Relativamente à realização deste estudo, apontamos como limitação a percentagem de respostas obtidas ao questionário, tendo em consideração a população acessível, dificultando assim uma inferência dos resultados sobre os conhecimentos dos enfermeiros em SAV, para a população em estudo. Uma segunda limitação prende-se com o facto de as guidelines sobre SAV terem sofrido uma atualização recente e, os enfermeiros terem realizado, maioritariamente, formação certificada em SAV, antes dessas reformulações. Esta limitação implicou que nas pesquisas científicas realizadas para o enquadramento e discussão dos resultados existisse uma linha temporal de pesquisa apenas de 3 anos, diminuindo assim o número de estudos acessíveis, com informação baseada nas diretrizes mais recentes.
Conclusão
A realização deste estudo, onde participaram enfermeiros do SUMC de um hospital da região centro de Portugal, permitiu concluir que, apesar da amostra apresentar formação certificada em SAV, um em cada cinco enfermeiros tem a perceção de que não detém os conhecimentos adequados à correta abordagem à PSC e sete em cada 10 enfermeiros sente dificuldades na implementação de SAV. Globalmente os enfermeiros demonstraram bons conhecimentos sobre SAV, inferência obtida pela análise de três respostas corretas em cada quatro questões.
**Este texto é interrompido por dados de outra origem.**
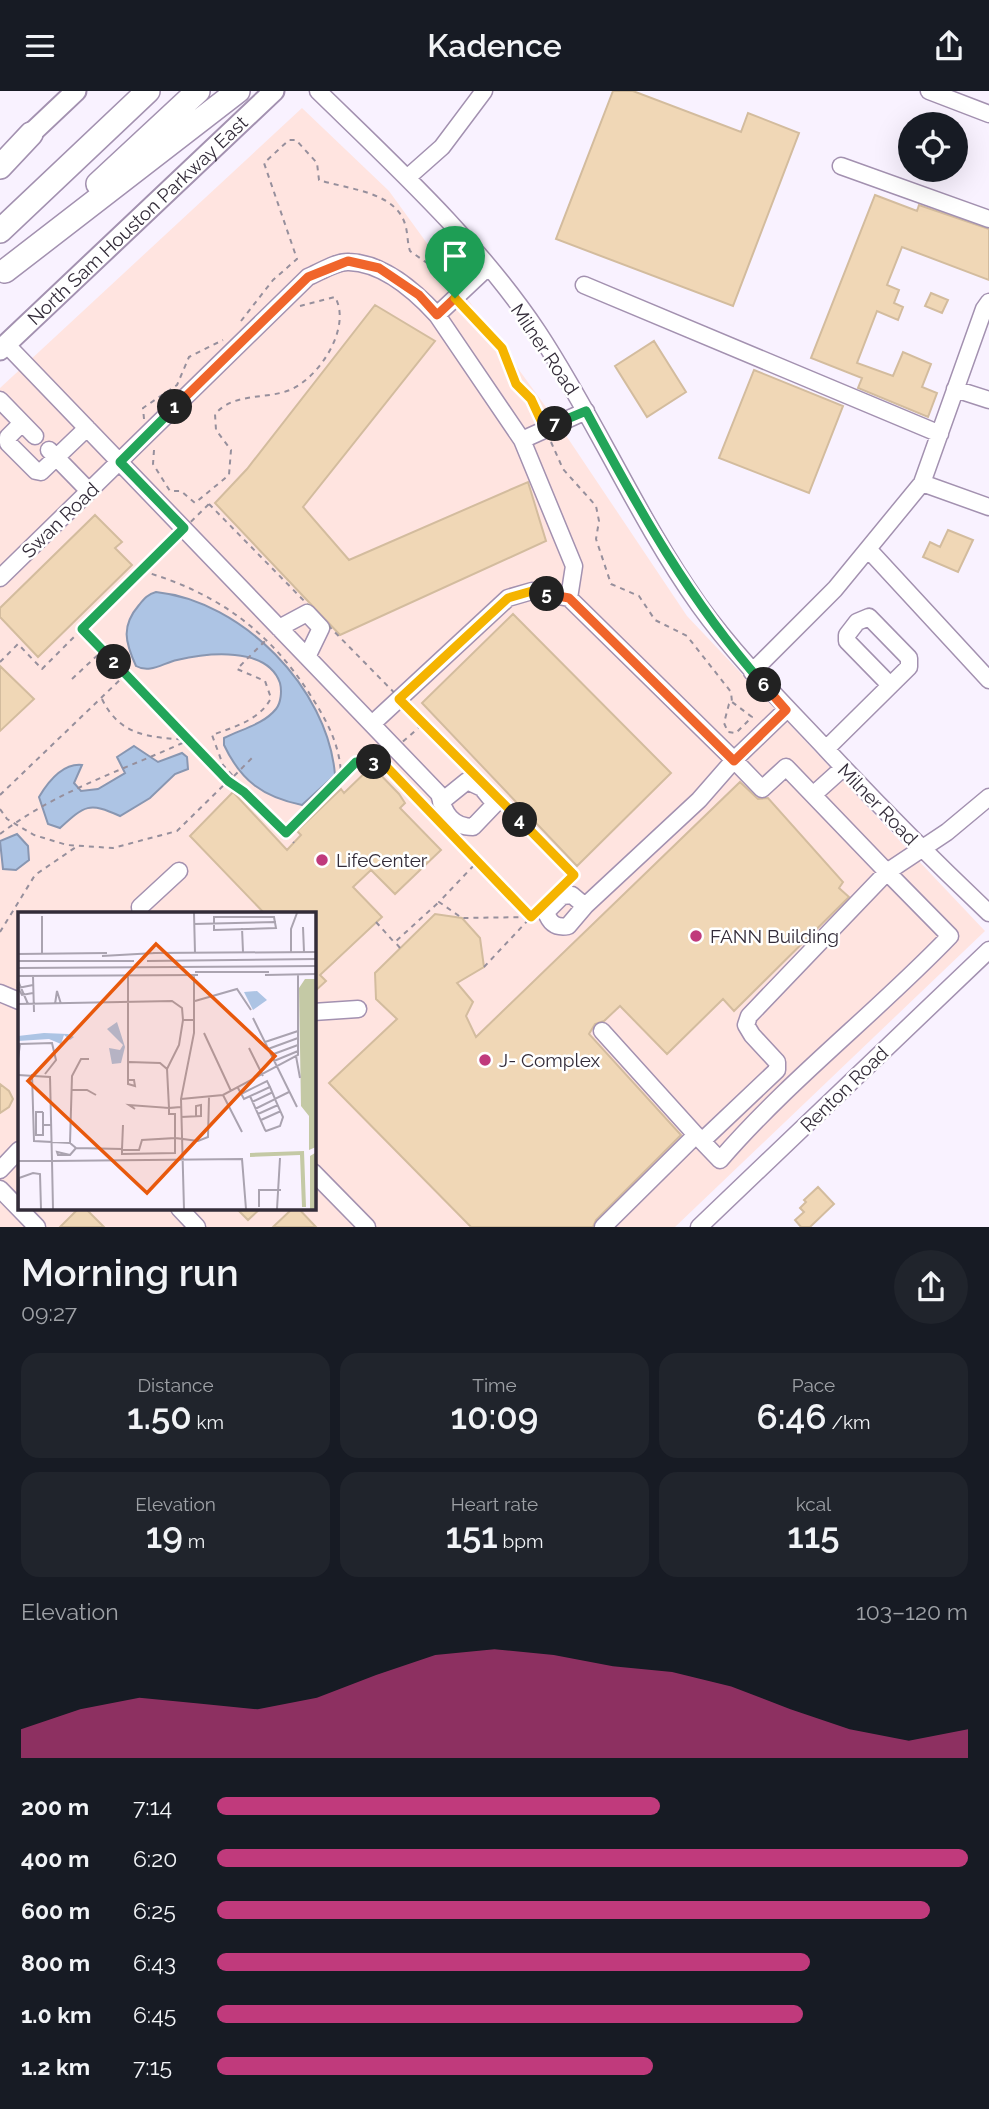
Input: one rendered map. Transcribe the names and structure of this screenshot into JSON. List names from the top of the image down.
{
  "streets": {
    "main road": ["North Sam Houston Parkway East"],
    "street": ["Milner Road", "Swan Road", "Renton Road"]
  },
  "places": ["LifeCenter", "FANN Building", "J- Complex"],
  "page": {
    "header": "Kadence",
    "pins": [
      "1",
      "7",
      "5",
      "2",
      "6",
      "3",
      "4"
    ],
    "heading": ["Morning run", "09:27"],
    "stats": [
      ["Distance", "1.50 km"],
      ["Time", "10:09"],
      ["Pace", "6:46 /km"],
      ["Elevation", "19 m"],
      ["Heart rate", "151 bpm"],
      ["kcal", "115"]
    ],
    "chart": ["Elevation", "103–120 m"],
    "list": [
      {
        "name": "200 m",
        "note": "7:14"
      },
      {
        "name": "400 m",
        "note": "6:20"
      },
      {
        "name": "600 m",
        "note": "6:25"
      },
      {
        "name": "800 m",
        "note": "6:43"
      },
      {
        "name": "1.0 km",
        "note": "6:45"
      },
      {
        "name": "1.2 km",
        "note": "7:15"
      }
    ]
  }
}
Observou-se uma maior fragilidade em termos do conhecimento sobre mecanismos de compensação fisiológica e sobre capnografia, mas por outro lado, foram identificados melhores níveis de conhecimentos em termos de ritmos desfibrilháveis, na intervenção à vítima com bradicardia e em choque, na intervenção à vítima com assistolia ou TVSP e na identificação das vias de administração de fármacos de emergência.
Com este estudo, constatou-se ainda que uma melhor perceção de conhecimentos em SAV, revela uma melhor pontuação no questionário de conhecimentos dos enfermeiros, assim como o facto de ser enfermeiro especialista pode melhorar a prestação de cuidados à PSC, com recurso a um nível sólido de conhecimentos em SAV. Como sugestões apresentamos o facto das revalidações dos conhecimentos em SAV poderem ser realizadas trimestralmente, implementando assim uma prática contínua de revalidação de conhecimentos com vista melhoria da prestação de cuidados à PSC em PCR. Sugerem-se ainda a realização de estudos que analisem a componente teórica e prática dos conhecimentos em SAV nos enfermeiros.